Frontlist | Jaipur Journals – the Jaipur Literature Festival Saga
These meta fictional tales are told from multiple perspectives and search the inspirations of that loneliest of tribes—the writers.
The ‘Greatest Literary Show On Earth’ has gained a virtual avatar. The 14th edition of Jaipur Literature Festival (JLF), which I co-founded, and co-direct, with William Dalrymple, goes live from 19th to 28th February. Last year, in January 2020, the JLF announced 4,50,000 footfalls over five days. But when the world shut down in March, we responded to the challenge by reaching out to book lovers through digital space via our ‘Brave New World’ platform. We have over the year garnered more than 4.5 million views and reached out to over 21 million people.
The two dimensions, the virtual and the physical, are very different in their vocabulary, their experiential grammar. That other world of milling crowds, of pushing and being pushed—I confess that I miss it. On the other hand, we have easier access to writers and speakers across continents, and the constraints of geography are no longer daunting. What have we gained, what has been lost? Last year, I launched my new novel, Jaipur Journals, which is set around a literature festival. Not just any litfest, but the JLF. When the book was released, the world was very different. The grounds of Diggi Palace, the beloved venue of the festival, were literally heaving with human presence.

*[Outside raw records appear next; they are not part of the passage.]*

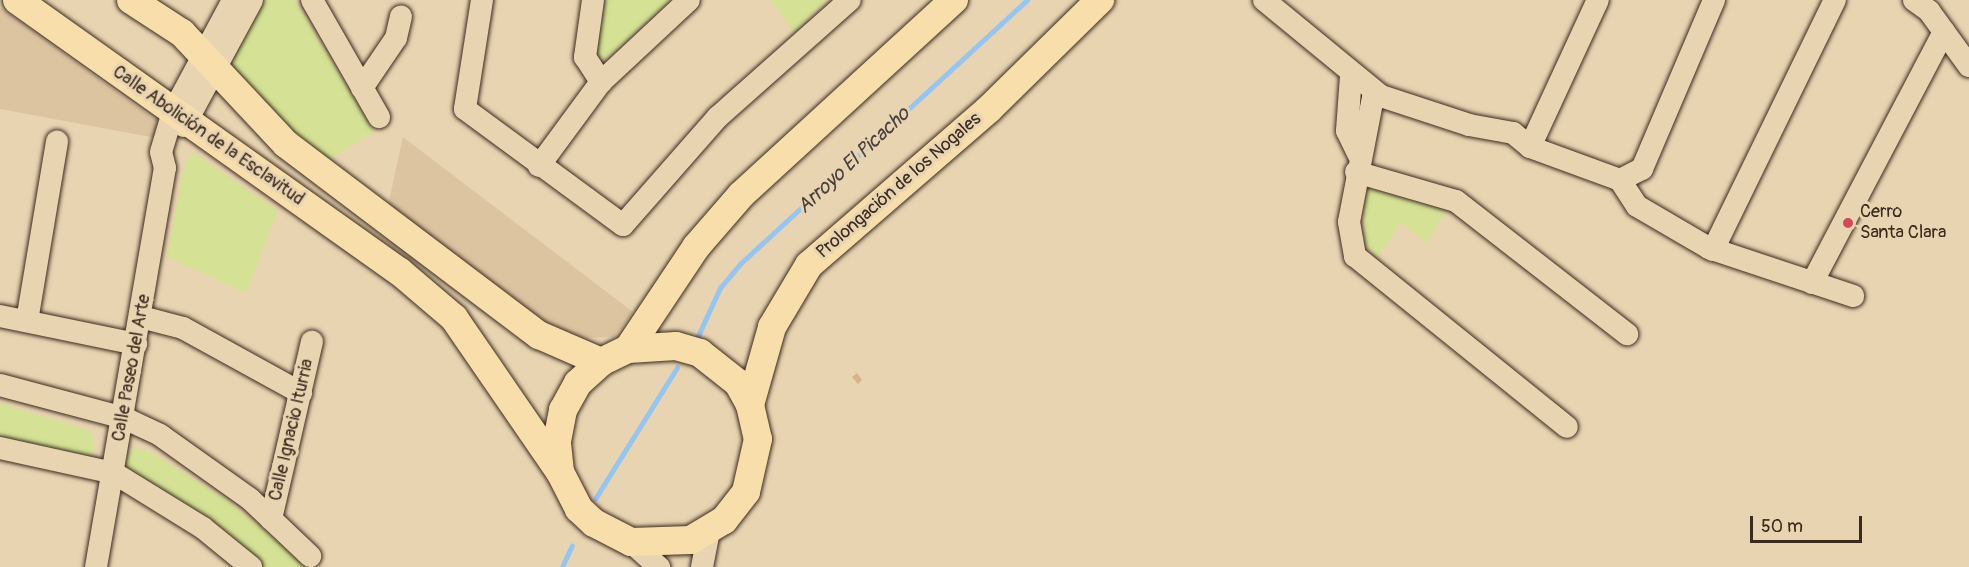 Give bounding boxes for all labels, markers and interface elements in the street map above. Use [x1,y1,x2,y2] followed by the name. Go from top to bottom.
[108,62,308,210] street label: Calle Abolición de la Esclavitud
[792,102,914,218] water label: Arroyo El Picacho
[812,109,986,263] street label: Prolongación de los Nogales
[1860,202,1946,244] place label: Cerro Santa Clara
[1841,216,1855,230] marker: Cerro Santa Clara
[108,293,156,443] street label: Calle Paseo del Arte
[265,357,319,503] street label: Calle Ignacio Iturria
[1753,504,1866,542] scale bar
[1761,515,1803,538] text: 50 m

Then the world changed, absolutely and unexpectedly. Ours was among the last live events to be held in India’s vibrant litfest season. Suddenly we were confronted with a disorienting isolation and a slew of disruptive happenings. People were turning to books more than ever before, and their bookshelves were their friends and companions as they faced anxiety and uncertainty in every sphere.
Yet bookstores were closed. Online deliveries were not possible. Publishers were unable to reach out to readers. Friends whose new books were to come out in this difficult crisis found their hopes of reaching out to readers dashed. Some familiar patterns are now slowly re-emerging. We held a small, contained set of readings as a pre-event in Delhi for JLF 2021. New books are coming out again, many of them written in the difficult days of the pandemic. The world is waking up.
The two lives I inhabit, as writer and festival director, were separated by a thin but porous membrane. There seemed something not quite right about breaching this delicate balance. Yet, once I began writing, I couldn’t stop. All those years of observing the speakers and authors, the readers and festival goers, as they shared and absorbed their stories, spilled out in a rush of memory and anecdote. Jaipur Journals is about the writing life. It has a colourful cast of characters whose lives interest and collide amidst an ocean of stories. There is Rudrani Rana, the lonely writer in her seventies who carries her unpublished novel about with her in a canvas tote bag, too proud and too vulnerable to ever show or share it with anyone.
There is the icon of queer literature who receives a malevolent anonymous letter, the cat burglar with a passion for poetry, the child prodigy who is determined to make it to the top. These meta fictional tales are told from multiple perspectives and search the inspirations of that loneliest of tribes—the writers. It tells their stories, and gives us a glimpse into the ones they are trying to tell. It is a love letter to the Jaipur festival, and to all the unwritten, untold tales in the world.
Jaipur Journals will be published in the UK this spring. The paperback edition will be out around then here. After a year of closed interior pandemic existence, images of the crowded grounds at Diggi Palace, of laughter and companionship, returned with a rush when I re-read the novel. The festival will return, in its evolving hybrid persona, like a newly birthed amphibian. The stories, too, will remain, as will the storytellers, for we are each other’s stories.